The performance of US equity market in recent years has been outstanding. The top 10 stocks in the MSCI World Index all hail from the US. The top 8 are all tech, or tech related companies (such as Alphabet or Meta). The US now accounts for 70% of the MSCI World. The next largest country is Japan, with a heady 6.2% weight. The UK comes in third at 4%. Back in 1990, the US weight in the index was half what it is today, and it’s never been higher.
Evidence of irrational exuberance in the financial markets is fairly easy to see today.
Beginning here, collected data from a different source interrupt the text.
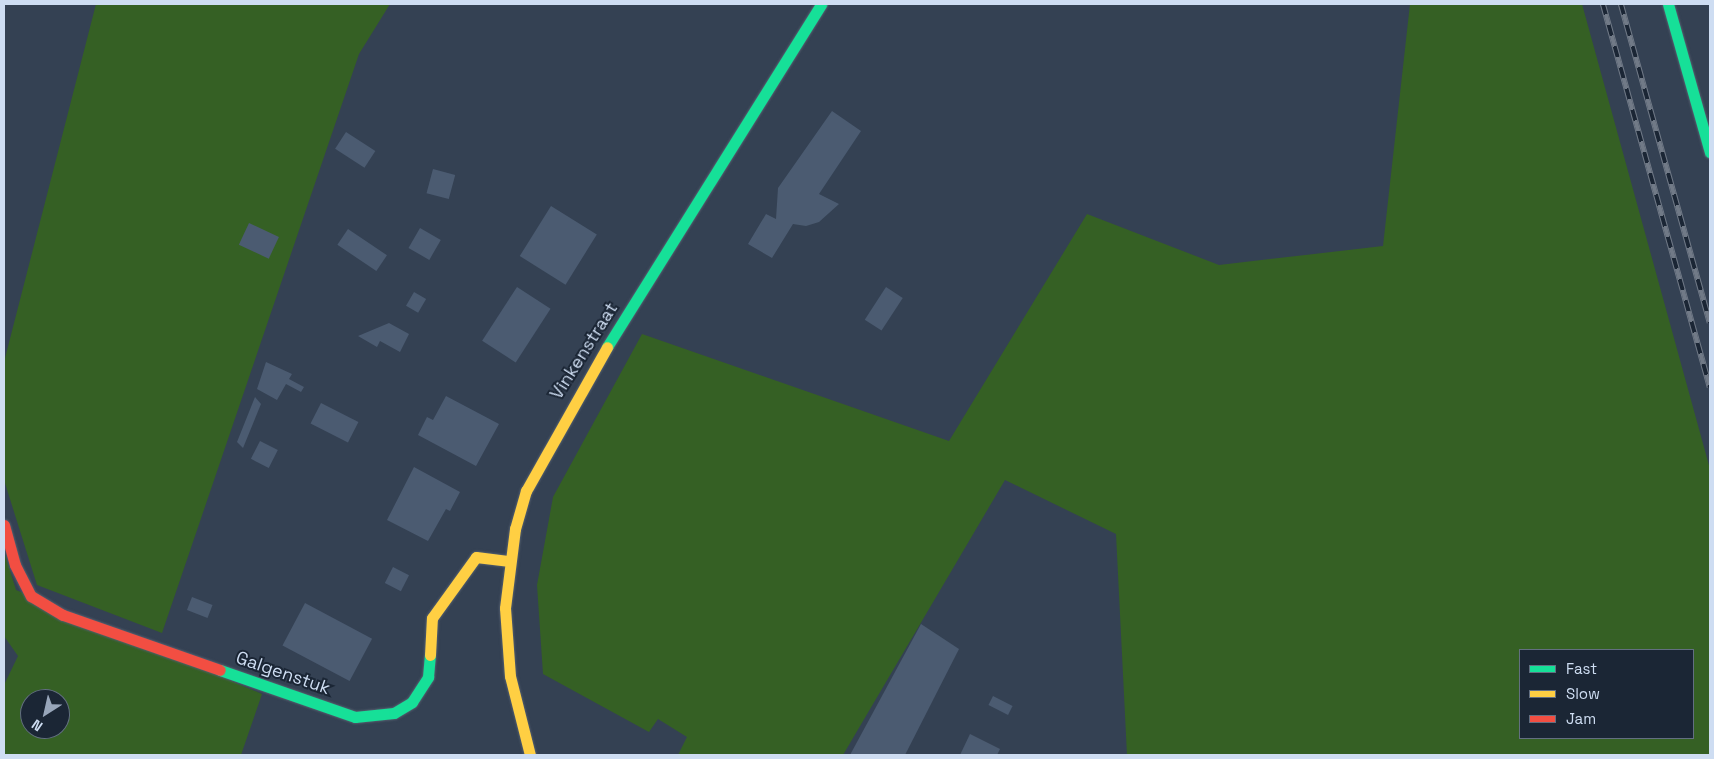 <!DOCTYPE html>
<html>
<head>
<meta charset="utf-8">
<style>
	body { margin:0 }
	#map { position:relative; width:1714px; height:759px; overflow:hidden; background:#344153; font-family:"Space Grotesk",sans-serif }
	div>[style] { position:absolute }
	.green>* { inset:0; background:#356024 }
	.building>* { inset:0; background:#4b5b71; transform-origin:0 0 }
	.roads { filter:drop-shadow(0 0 1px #545f6f) drop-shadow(0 0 1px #545f6f) }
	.fast>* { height:11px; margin:-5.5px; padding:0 5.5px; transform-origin:5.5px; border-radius:5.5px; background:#16e098 }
	.slow>* { height:11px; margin:-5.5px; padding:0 5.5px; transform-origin:5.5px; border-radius:5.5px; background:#ffcf43 }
	.jam>* { height:11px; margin:-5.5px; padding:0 5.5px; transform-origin:5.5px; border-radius:5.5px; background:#f24e42 }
	.rail>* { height:5.5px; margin-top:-2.75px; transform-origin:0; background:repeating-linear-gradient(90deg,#1b2635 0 11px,#717a87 0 22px); box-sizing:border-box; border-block:1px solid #717a87 }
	span { translate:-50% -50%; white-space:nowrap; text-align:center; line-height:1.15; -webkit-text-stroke:4px #1b2635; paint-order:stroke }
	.street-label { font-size:18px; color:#ceddf2 }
	.frame { position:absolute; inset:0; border:5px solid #ceddf2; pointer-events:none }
	.legend { position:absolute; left:1519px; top:649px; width:175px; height:90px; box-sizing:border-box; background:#1b2635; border:1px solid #636f81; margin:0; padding:6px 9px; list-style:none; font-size:15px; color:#ceddf2 }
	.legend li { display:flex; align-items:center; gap:10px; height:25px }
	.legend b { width:25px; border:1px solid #636f81 }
	.north { position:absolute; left:20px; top:689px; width:50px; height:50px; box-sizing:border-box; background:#1b2635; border:1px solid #636f81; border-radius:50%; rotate:215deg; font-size:14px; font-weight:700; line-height:20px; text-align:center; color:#ceddf2 }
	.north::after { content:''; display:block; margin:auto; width:18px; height:22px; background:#98a6ba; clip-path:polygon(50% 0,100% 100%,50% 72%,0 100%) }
</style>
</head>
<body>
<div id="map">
	<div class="green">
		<div style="clip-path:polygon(96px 4px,390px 4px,359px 54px,162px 633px,37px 585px,4px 480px,4px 362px)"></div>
		<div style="clip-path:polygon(evenodd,1410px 4px,1582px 4px,1710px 469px,1710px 755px,1127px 755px,1116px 534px,1005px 480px,843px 755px,678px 755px,687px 737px,658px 719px,649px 732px,543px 674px,537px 585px,553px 497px,642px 334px,949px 441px,1087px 214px,1219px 265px,1383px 246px,1410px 4px,1693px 650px,1693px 738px,1520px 738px,1520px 650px,1693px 650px)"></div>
		<div style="clip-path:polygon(evenodd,4px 551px,16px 590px,262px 694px,241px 755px,4px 755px,4px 685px,18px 656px,4px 636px,4px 551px,30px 699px,60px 699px,60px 729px,30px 729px,30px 699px)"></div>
	</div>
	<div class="building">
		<div style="clip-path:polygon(832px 111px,861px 131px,819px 194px,839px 204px,819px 222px,806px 226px,793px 224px,772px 258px,748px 244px,766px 214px,776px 219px,778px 188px)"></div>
		<div style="left:346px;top:132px;width:35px;height:20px;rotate:33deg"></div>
		<div style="left:433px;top:169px;width:23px;height:25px;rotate:15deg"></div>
		<div style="left:551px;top:206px;width:54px;height:59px;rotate:32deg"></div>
		<div style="left:249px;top:223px;width:33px;height:24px;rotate:25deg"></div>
		<div style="left:420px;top:228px;width:24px;height:23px;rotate:30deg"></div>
		<div style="left:348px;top:229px;width:47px;height:19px;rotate:34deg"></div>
		<div style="left:517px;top:287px;width:40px;height:64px;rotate:33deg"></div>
		<div style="left:886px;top:287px;width:20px;height:39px;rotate:33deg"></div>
		<div style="left:414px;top:292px;width:14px;height:16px;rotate:30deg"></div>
		<div style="clip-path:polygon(389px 323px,409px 334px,400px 352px,380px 341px,377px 347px,358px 336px)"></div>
		<div style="clip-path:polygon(266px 362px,292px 374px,289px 379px,304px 387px,301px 392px,286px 384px,277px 400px,257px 389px)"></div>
		<div style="clip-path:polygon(446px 396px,499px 424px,476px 466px,418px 435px,427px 417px,433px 420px)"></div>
		<div style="clip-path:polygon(255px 397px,261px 404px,243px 448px,237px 442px)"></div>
		<div style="left:321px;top:403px;width:42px;height:23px;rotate:27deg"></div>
		<div style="left:260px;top:441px;width:20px;height:20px;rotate:27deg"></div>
		<div style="clip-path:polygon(414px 467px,460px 492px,450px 511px,446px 509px,428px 541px,387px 520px)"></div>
		<div style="left:393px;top:567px;width:18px;height:18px;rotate:27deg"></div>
		<div style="left:192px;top:597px;width:22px;height:14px;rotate:21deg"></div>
		<div style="left:305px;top:603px;width:76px;height:48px;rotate:28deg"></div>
		<div style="clip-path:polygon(921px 624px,959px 649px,905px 755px,850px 755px)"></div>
		<div style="left:993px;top:696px;width:22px;height:10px;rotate:27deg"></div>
		<div style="clip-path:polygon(970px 734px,1000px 749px,997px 755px,960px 755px)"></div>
	</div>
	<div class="roads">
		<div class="fast">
			<div style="left:1668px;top:4px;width:154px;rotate:74.2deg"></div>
			<div style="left:607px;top:347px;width:404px;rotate:-58deg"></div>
			<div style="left:220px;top:670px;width:143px;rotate:19.2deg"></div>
			<div style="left:355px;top:717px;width:39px;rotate:-6deg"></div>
			<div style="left:394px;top:713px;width:21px;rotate:-31deg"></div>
			<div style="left:412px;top:702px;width:30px;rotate:-57deg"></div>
			<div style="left:428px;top:677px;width:22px;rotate:-85deg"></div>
		</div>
		<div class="slow">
			<div style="left:430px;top:655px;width:37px;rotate:-87deg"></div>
			<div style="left:432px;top:618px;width:75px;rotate:-54.2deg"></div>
			<div style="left:476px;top:557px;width:34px;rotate:7deg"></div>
			<div style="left:530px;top:755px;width:81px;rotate:-104.2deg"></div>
			<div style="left:510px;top:676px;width:68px;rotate:-94.2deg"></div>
			<div style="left:505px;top:608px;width:80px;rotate:-82.8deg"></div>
			<div style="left:515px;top:529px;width:40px;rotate:-74deg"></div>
			<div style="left:526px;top:491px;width:165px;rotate:-60.6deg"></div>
		</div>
		<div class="jam">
			<div style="left:4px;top:525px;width:41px;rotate:74.6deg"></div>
			<div style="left:15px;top:565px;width:35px;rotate:63deg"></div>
			<div style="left:31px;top:596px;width:37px;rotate:31deg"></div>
			<div style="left:63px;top:615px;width:166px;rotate:19.3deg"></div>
		</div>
	</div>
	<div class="rail">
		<div style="left:1603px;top:4px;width:398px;rotate:74.4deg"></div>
		<div style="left:1621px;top:4px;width:331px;rotate:74.4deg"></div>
	</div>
	<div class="street-label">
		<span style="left:584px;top:351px;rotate:-58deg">Vinkenstraat</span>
		<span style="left:283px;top:673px;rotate:19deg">Galgenstuk</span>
	</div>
	<div class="frame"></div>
	<ul class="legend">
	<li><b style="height:6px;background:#16e098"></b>Fast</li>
	<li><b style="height:6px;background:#ffcf43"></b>Slow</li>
	<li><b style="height:6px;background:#f24e42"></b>Jam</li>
	</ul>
	<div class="north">N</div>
</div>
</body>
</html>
More than 15 million Americans downloaded trading apps during the pandemic, and surveys show many of them are young, first-time buyers. US investors poured more than $1 trillion into equities worldwide in 2021; three times the previous record and more than the prior 20 years combined. Moreover, net margin debt (borrowing to buy stocks) is at an all-time high since records began 30 year ago. So there are plenty of narratives to choose from for those who prefer stories to numbers.
For those who prefer numbers, the US market is as expensive as it has ever been on a variety of valuation metrics. Among the most important is cyclically-adjusted PE (CAPE). The US trades on a CAPE in excess or 40x. There is no doubt this is nose-bleed territory: data from the last 120 years shows that investors have never gone on to make money over the subsequent decade when asked to pay such a lofty valuation. Exceptionally high valuations can only point to exceptionally low returns over the longer-term. These really are extraordinary times.
If this all sounds rather doom and gloom, there is a silver lining, and that comes in the form of valuation dispersions. This is the gap in fundamental valuation between the most highly rated shares and least highly rated, and it remains at extreme levels:
On a global basis, the gap is more extreme than at the dotcom peak in 2000. And equity returns after the dotcom boom turned to bust showed the importance of having value exposure: three years after the bubble burst MSCI World was down 45%, but Value was up 25%.
Moreover, it is critical to highlight that any market valuation is a simple average of the valuations of the individual stocks within it. Even in the US we can find some genuinely attractive stocks for global portfolios, including those new purchases written about in this report, but given the aggregate market valuation they tend to be few and far between.
Ultimately, valuation dispersions mean that returns from the most undervalued parts of the market can be stellar over the coming years, even if overall market returns prove to be paltry. If the valuation gaps that we see today are to return to something more like normal in the context of long-term history, this value recovery has a long way to go.